Your task is to reproduce exactly the lines from the line with "Localize all labels, symbols" through the end of the records below.

Stored items
'''
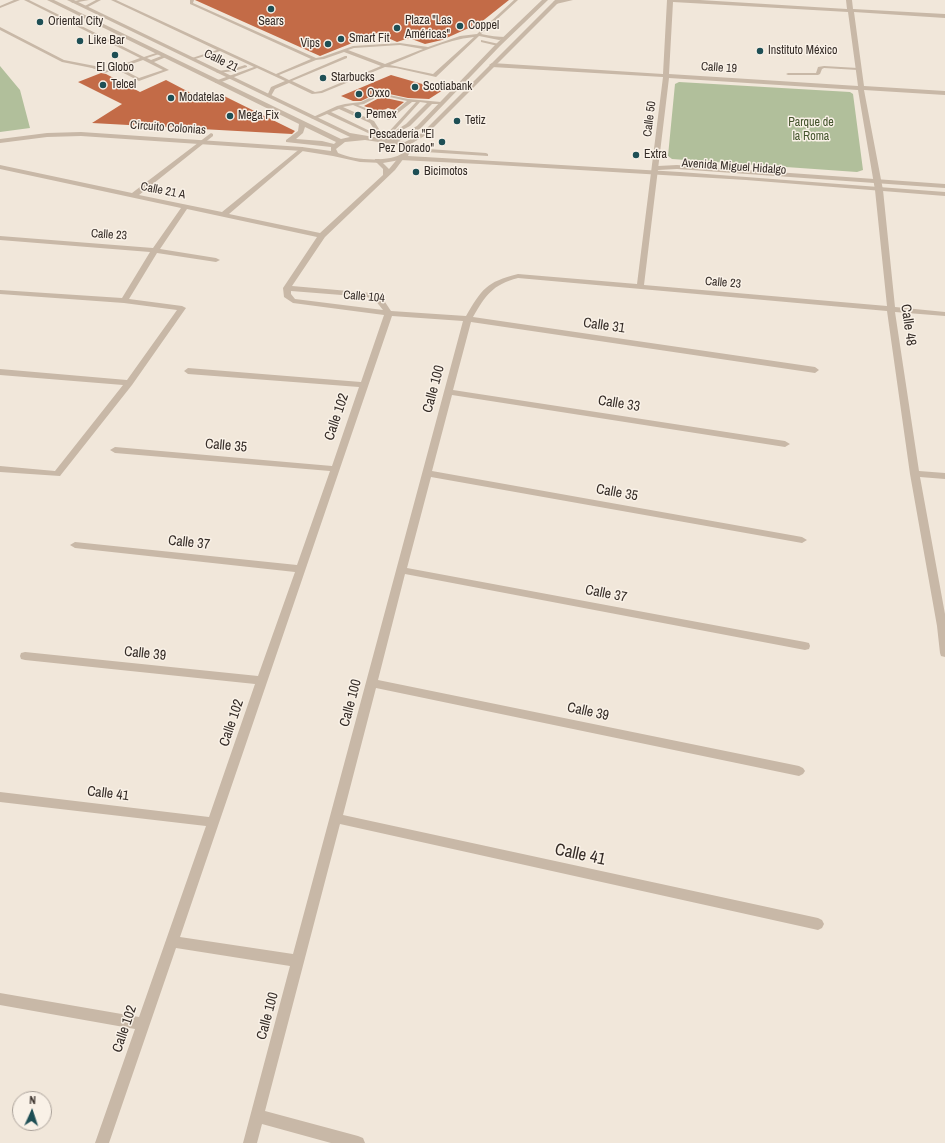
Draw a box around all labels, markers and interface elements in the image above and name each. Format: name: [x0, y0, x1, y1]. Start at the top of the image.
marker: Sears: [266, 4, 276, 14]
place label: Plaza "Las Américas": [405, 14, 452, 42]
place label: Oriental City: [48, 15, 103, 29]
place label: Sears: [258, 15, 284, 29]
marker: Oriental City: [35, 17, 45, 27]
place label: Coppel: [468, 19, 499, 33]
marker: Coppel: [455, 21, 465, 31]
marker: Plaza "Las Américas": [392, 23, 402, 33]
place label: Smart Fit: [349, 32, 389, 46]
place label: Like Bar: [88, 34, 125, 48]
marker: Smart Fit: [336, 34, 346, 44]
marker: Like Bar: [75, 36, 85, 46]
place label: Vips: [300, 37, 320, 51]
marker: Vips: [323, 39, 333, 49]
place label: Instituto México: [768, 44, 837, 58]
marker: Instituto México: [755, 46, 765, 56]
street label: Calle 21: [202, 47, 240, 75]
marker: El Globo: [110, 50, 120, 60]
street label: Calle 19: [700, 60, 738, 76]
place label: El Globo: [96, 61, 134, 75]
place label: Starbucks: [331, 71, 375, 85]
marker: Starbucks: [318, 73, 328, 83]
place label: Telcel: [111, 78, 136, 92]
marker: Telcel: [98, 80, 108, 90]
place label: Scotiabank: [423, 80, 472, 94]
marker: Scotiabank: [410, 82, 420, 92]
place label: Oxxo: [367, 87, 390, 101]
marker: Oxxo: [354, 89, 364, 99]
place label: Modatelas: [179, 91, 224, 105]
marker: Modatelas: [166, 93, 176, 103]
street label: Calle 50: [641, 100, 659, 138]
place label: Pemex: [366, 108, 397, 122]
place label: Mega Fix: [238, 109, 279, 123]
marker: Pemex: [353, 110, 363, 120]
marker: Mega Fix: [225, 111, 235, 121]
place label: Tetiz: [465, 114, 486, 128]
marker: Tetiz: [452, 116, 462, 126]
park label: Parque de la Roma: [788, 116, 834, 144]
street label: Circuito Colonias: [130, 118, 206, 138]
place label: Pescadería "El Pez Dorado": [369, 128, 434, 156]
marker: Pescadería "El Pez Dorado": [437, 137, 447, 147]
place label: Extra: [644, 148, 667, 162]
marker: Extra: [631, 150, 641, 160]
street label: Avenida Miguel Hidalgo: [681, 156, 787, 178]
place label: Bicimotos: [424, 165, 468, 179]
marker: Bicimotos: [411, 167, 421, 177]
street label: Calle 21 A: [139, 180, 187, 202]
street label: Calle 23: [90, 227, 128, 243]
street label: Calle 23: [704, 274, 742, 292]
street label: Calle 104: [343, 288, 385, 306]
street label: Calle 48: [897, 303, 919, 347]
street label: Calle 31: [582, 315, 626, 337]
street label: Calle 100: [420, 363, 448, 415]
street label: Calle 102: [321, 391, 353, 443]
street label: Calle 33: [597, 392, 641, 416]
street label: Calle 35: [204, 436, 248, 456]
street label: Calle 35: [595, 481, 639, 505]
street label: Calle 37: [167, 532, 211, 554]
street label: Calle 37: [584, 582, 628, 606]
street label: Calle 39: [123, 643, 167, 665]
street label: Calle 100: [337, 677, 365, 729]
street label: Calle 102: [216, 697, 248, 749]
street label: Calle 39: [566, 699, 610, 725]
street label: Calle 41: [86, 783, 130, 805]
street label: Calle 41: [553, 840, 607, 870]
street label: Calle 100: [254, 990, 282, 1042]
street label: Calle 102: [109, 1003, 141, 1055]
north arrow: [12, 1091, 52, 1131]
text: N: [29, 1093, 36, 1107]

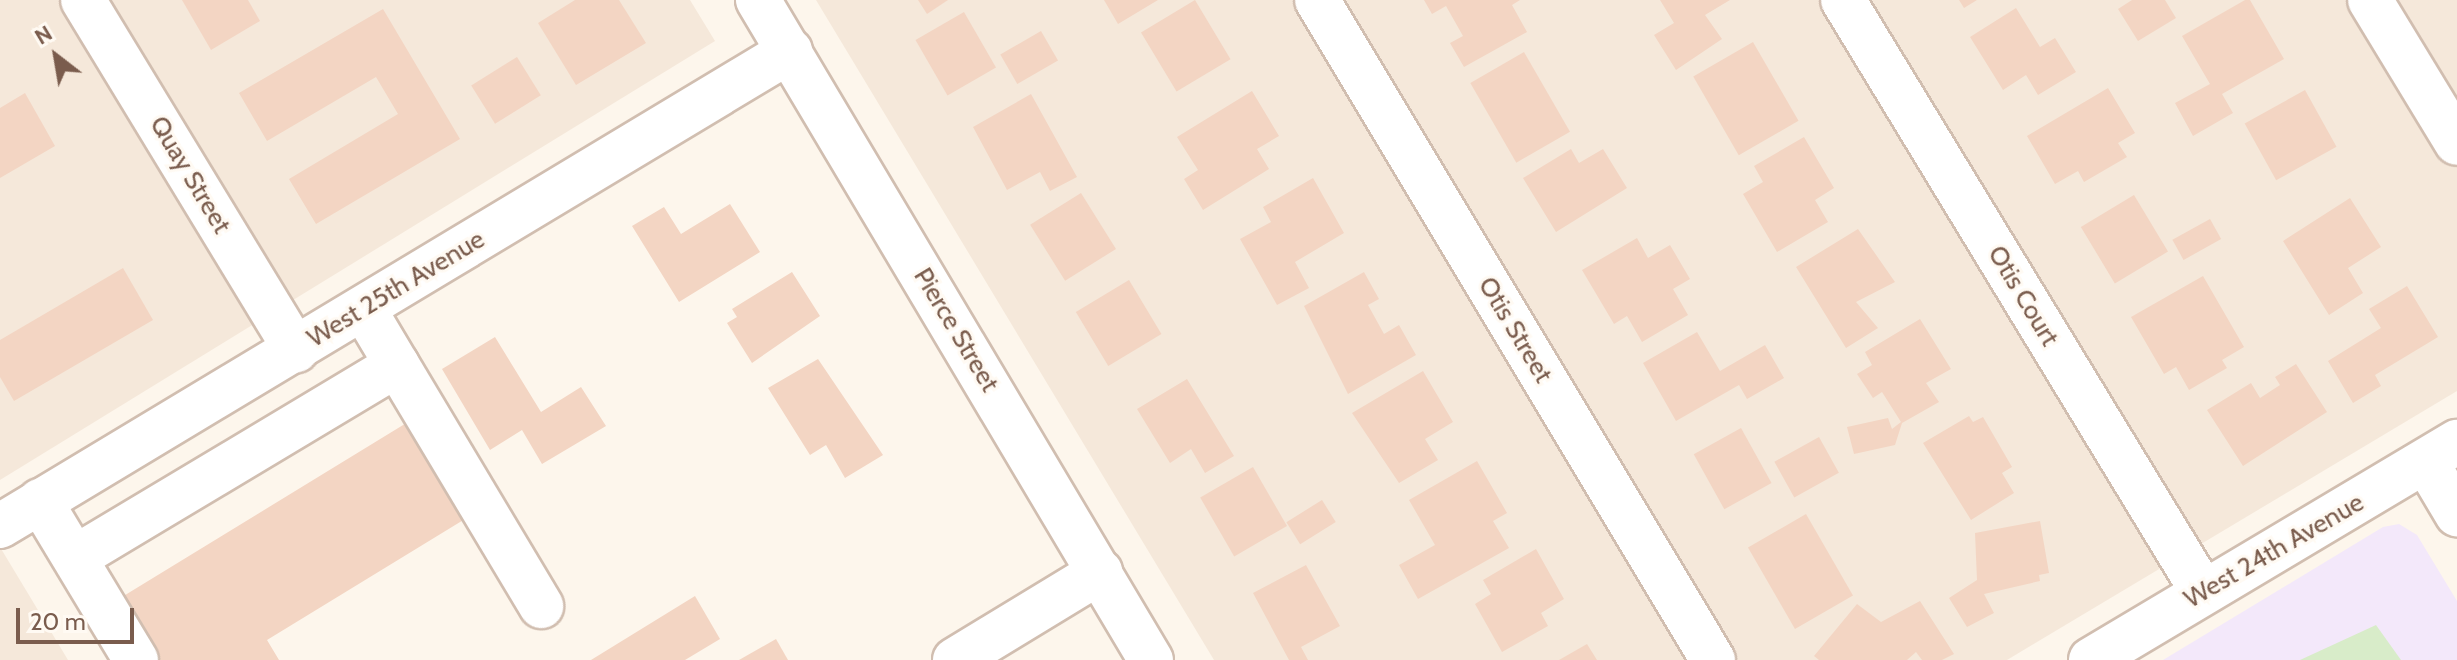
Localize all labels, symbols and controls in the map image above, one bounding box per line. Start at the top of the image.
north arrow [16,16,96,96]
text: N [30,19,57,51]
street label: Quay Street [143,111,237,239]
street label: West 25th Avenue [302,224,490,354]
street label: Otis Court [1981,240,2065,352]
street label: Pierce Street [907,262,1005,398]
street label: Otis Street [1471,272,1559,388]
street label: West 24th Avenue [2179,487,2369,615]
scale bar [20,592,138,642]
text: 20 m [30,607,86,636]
'''
- _Solution to this exercise_:
Localize all labels, symbols and controls in the map image above, one bounding box per line. Start at the top of the image.
north arrow [16,16,96,96]
text: N [30,19,57,51]
street label: Quay Street [143,111,237,239]
street label: West 25th Avenue [302,224,490,354]
street label: Otis Court [1981,240,2065,352]
street label: Pierce Street [907,262,1005,398]
street label: Otis Street [1471,272,1559,388]
street label: West 24th Avenue [2179,487,2369,615]
scale bar [20,592,138,642]
text: 20 m [30,607,86,636]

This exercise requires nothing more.